So what’s been happening since I last blogged? Well …I’ve had a birthday, not that I honestly take much notice of birthdays now. I guess I should really, you know, celebrate another year on the clock, and the fact that I’ve actually made it through another year without being imprisoned for murdering Richard.
Yes, I know certain followers of this blog love him, Malla for one, but then you guys and gals don’t live with him …though, I like to think that he lives with me.
Would you love him so much if he celebrated your birthdays how he celebrates mine?
As I opened my eyes on my birthday morning he appeared like the genie of the lamp at the side of the bed with a mug of tea and an envelope.
‘Thought you might like to open your card up here?’ he said, handing it to me. ‘I think you’ll like it, this year.’
Did you catch the two words that he’d added on there? “This year.” Richard’s cards are crap – basically.
Knowing that I wouldn’t like the card I forced a smile and opened it. Blinding me, on the front of the card, were the 2 numerals declaring my age and a stupid heading saying, ‘Even though you are (the 2 numerals) you are still cool. The picture was of an ancient being, wizened and bent, dressed in a jogging suit and a pink headband hobbling down the road. I placed the card on the bed and looked at Richard.
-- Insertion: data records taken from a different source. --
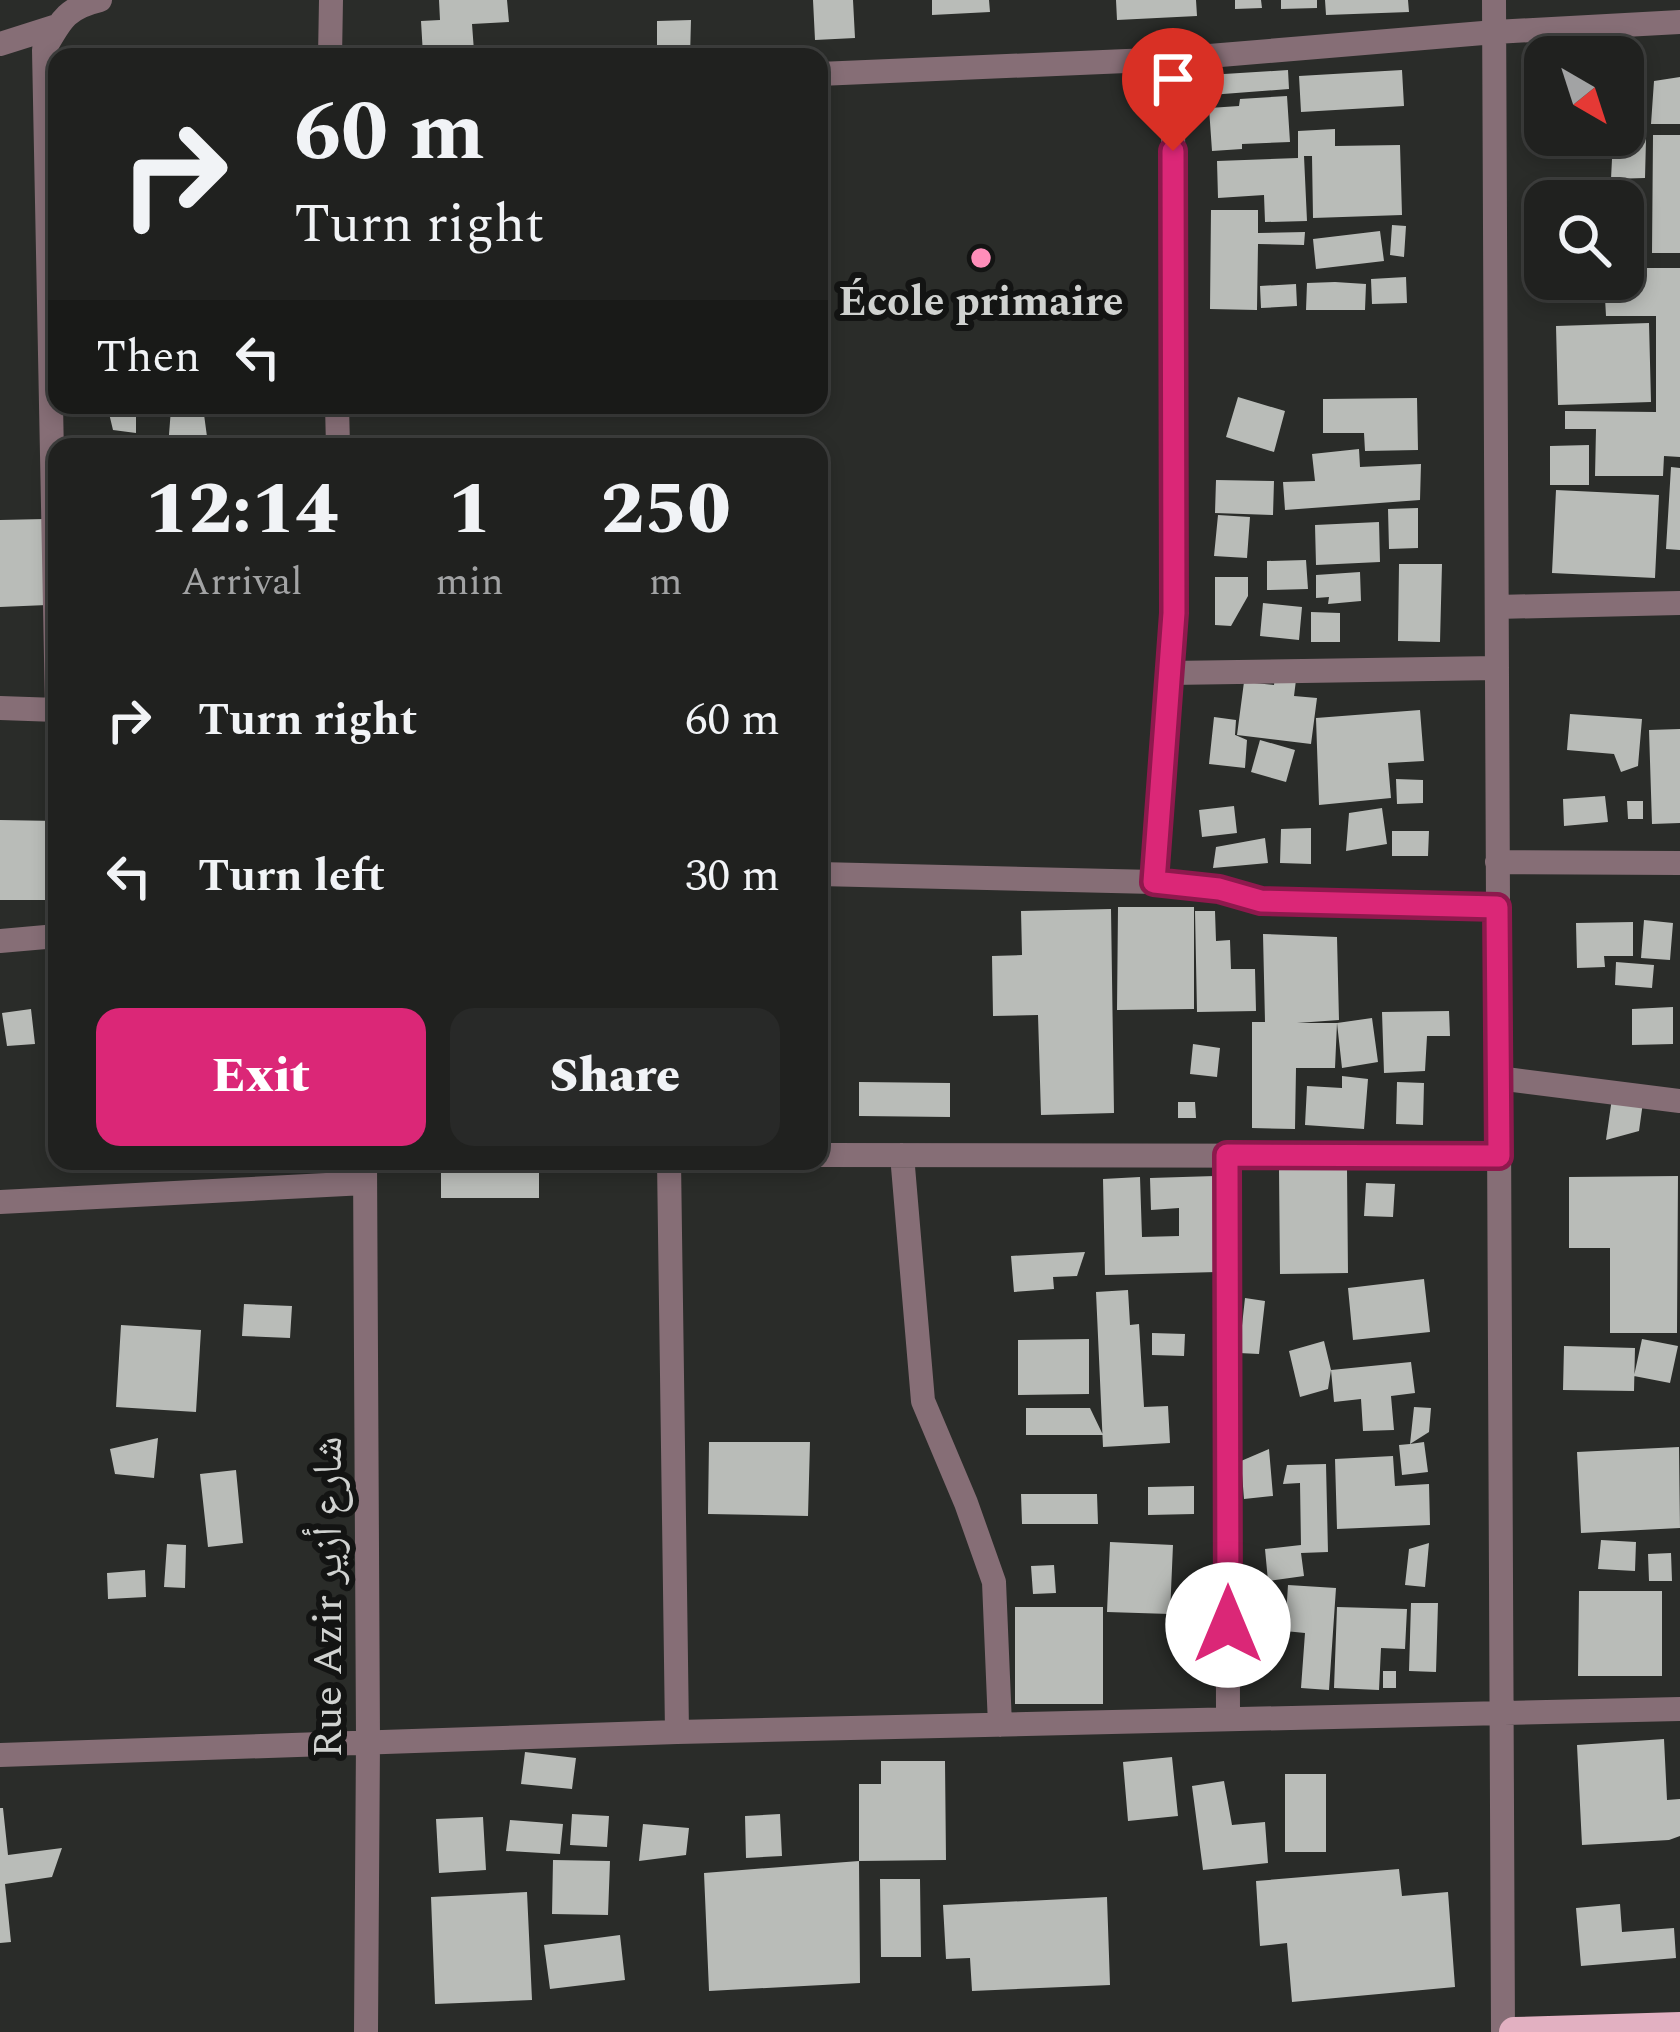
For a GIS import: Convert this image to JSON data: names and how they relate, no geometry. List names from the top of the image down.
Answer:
{
  "streets": {
    "street": ["Rue Azir شارع أزير"]
  },
  "places": ["École primaire"],
  "north": "bottom right",
  "page": {
    "turn": ["60 m", "Turn right"],
    "then": "Then",
    "eta": [
      "12:14",
      "Arrival",
      "1",
      "min",
      "250",
      "m"
    ],
    "list": [
      {
        "name": "Turn right",
        "value": "60 m"
      },
      {
        "name": "Turn left",
        "value": "30 m"
      }
    ],
    "buttons": ["Exit", "Share"]
  }
}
He left the tea and disappeared mumbling something about him having thought it was a really nice card but obviously he’d got it wrong AGAIN!
If he could be as good at getting things wrong as he is at getting things right he would be the perfect man. More was to come.
Set out on the long kitchen table was a birthday cake and a very pretty gift bag. I refrained from letting my optimism soar because, as I say, I know Richard. I sat down and he gently pushed the bag across the table. It looked rather full. Could I have got it wrong at last? Could he have got it right?
I slipped my hand into the bag and my fingers wound around a large, shiny object. I secured it tightly in my hand, because it was quite heavy, and lifted it from the pretty bag …and stared …and then glanced at Richard …and then stared some more.
‘Slug pellets? These are slug pellets!’
‘Yeah, I know,’ he said. ‘I know they aren’t really a birthday present …but I know you said you needed some.’
I opened the other item in the bag and that was a pretty chicken ornament thing for the kitchen windowsill. It was OK, nice in fact, because I’d seen it in a garden centre a few weeks ago and remarked on it.
Later, when my son and grand kiddies came over with their little gifts, all of which I loved, Jake (7) asked, ‘Grandma, why have you got slug pellets for your birthday?’
I really didn’t want to say, ‘Because Granddad is a thoughtless idiot.’ and ruin Jake’s extremely high opinion of a really fun granddad …so I didn’t.
The following day I journeyed up the garden and lovingly scattered the slug pellets around my netted-off spring cabbage babies. If anyone tries to tell you that slugs hibernate don’t you believe it. The little sods still risk the wet and cold to munch on next year’s potential harvest.
The garden is almost sleeping now and the chucks are in their element, having been allowed up into the vegetable garden bit. The ground is covered with apple tree leaves and birch leaves and many other types of leaves and the chucks love scratching through the drifted heaps, exposing the last little surviving bugs of the summer. The sound they make as they rustle the drying leaves is like music to my ears – but then, as we all know, I’m weird.
But possibly not quite as weird as someone who purchases slug pellets for the love of his life’s birthday?